Work order: Which of the lines below contain the string "linecap"? Copy each one.

Extracted material:
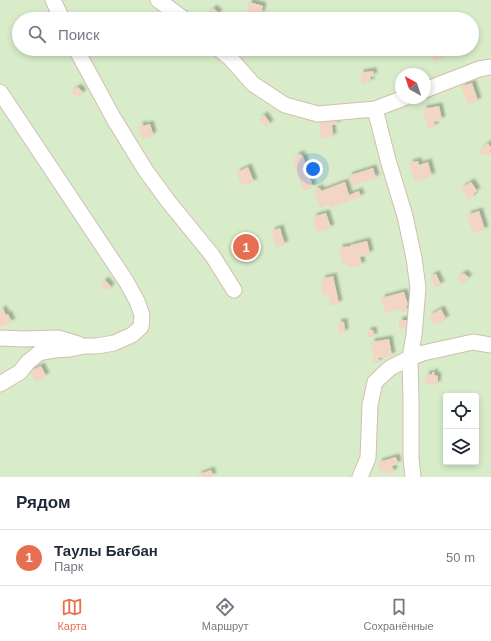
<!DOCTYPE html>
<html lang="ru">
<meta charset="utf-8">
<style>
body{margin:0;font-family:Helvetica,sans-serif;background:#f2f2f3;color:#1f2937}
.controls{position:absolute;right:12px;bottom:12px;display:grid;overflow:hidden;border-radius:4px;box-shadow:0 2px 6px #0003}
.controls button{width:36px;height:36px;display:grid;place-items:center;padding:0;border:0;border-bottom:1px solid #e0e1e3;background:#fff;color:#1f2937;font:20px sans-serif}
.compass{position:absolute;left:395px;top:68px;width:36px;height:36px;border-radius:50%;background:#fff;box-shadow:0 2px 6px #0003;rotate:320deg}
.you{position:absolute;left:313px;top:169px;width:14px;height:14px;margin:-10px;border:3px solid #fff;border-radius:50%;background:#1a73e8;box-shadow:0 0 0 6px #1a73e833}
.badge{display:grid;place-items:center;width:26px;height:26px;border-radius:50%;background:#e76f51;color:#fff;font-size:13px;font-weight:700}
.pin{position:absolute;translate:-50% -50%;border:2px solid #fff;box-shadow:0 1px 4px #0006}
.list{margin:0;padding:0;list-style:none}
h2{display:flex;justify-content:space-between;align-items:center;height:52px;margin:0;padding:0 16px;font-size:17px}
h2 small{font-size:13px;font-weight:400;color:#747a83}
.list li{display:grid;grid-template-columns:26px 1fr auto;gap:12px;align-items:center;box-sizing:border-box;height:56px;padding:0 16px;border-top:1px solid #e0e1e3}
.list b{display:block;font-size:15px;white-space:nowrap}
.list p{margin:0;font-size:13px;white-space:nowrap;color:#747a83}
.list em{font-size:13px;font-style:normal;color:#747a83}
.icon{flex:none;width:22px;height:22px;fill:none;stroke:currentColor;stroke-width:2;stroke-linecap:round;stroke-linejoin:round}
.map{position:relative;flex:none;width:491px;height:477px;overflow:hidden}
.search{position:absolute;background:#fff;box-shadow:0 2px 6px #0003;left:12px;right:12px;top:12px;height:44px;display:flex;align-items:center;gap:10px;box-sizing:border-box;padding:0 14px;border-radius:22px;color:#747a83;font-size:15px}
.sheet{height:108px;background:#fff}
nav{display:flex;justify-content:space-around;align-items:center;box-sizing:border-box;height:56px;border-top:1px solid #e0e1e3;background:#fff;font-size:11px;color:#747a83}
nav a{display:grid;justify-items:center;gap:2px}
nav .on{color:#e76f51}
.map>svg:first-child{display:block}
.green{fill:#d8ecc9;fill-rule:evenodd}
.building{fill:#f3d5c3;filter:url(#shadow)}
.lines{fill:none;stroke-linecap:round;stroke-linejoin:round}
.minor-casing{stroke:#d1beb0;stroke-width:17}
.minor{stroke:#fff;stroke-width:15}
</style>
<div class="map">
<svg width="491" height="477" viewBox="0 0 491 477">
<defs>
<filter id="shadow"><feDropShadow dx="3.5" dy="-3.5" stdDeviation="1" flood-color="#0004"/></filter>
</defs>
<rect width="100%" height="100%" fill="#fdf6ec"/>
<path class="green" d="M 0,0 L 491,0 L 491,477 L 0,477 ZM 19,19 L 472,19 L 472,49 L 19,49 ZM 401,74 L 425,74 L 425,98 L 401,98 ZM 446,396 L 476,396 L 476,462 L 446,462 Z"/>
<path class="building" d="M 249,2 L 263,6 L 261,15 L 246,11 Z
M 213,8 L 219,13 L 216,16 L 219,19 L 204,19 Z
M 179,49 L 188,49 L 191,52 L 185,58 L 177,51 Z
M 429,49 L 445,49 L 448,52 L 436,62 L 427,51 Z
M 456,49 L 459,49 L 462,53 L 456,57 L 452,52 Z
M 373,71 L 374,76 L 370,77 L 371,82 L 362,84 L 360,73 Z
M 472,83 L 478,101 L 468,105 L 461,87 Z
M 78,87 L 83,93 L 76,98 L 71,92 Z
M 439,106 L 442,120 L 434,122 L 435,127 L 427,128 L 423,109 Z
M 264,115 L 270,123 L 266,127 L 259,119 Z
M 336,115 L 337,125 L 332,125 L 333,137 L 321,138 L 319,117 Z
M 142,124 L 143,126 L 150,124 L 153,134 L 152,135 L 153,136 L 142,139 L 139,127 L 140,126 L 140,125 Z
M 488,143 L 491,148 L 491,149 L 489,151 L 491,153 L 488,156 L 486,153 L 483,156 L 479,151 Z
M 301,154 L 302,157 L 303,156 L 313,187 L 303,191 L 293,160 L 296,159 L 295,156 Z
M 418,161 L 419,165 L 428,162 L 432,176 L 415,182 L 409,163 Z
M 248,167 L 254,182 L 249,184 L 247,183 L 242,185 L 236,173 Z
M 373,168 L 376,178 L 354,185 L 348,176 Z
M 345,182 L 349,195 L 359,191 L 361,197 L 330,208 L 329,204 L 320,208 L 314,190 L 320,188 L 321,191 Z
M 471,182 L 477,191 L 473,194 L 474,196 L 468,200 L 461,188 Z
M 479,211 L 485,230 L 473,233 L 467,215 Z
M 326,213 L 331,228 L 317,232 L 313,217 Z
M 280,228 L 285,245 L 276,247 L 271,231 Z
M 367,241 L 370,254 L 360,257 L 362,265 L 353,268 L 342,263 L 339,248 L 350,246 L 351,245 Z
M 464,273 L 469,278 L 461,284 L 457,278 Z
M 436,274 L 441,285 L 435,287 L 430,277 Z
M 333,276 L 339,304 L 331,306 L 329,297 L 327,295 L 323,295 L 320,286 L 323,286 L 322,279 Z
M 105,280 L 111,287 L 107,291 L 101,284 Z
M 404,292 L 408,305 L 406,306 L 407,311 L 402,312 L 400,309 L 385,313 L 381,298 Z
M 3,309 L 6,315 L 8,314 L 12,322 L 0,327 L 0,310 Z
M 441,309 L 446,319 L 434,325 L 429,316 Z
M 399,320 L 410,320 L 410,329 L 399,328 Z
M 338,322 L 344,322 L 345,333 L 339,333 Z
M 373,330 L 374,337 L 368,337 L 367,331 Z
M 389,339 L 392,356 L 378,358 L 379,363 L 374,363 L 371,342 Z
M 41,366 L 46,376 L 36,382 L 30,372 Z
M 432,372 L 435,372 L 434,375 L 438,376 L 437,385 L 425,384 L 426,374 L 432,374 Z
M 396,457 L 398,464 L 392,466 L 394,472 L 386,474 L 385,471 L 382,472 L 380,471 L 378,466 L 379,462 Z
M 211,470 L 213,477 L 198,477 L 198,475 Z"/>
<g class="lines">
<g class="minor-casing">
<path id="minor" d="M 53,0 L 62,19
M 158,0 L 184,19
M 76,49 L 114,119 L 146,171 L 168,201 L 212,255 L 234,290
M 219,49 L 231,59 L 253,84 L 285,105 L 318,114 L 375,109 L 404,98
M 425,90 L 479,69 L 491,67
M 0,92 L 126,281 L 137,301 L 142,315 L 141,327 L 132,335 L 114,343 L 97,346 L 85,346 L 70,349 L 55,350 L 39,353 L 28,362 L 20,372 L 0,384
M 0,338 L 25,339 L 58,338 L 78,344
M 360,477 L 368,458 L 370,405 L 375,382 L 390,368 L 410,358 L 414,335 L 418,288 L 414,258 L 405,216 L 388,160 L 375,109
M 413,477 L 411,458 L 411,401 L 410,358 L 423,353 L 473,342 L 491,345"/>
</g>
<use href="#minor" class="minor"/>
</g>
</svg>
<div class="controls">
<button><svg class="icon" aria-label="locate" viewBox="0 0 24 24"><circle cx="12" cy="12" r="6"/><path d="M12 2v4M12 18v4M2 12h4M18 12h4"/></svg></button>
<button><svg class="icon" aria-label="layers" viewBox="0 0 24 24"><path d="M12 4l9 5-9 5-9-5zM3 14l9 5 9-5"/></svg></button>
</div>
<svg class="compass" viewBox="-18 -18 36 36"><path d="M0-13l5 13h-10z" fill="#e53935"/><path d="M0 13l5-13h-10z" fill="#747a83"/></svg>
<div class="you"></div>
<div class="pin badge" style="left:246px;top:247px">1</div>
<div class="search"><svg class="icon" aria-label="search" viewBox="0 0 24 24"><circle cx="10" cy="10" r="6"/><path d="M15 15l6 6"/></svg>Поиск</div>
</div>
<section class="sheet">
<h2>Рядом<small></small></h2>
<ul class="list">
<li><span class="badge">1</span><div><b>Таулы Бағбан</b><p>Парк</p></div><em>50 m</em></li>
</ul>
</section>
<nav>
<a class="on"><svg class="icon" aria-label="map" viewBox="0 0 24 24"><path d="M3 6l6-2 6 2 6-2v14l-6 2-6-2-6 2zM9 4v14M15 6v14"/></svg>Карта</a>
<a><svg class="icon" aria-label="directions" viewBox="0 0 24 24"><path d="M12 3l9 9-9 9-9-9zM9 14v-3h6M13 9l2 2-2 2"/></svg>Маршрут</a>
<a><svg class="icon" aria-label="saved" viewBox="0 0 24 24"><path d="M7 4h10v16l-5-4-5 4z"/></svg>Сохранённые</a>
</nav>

Task solution:
.icon{flex:none;width:22px;height:22px;fill:none;stroke:currentColor;stroke-width:2;stroke-linecap:round;stroke-linejoin:round}
.lines{fill:none;stroke-linecap:round;stroke-linejoin:round}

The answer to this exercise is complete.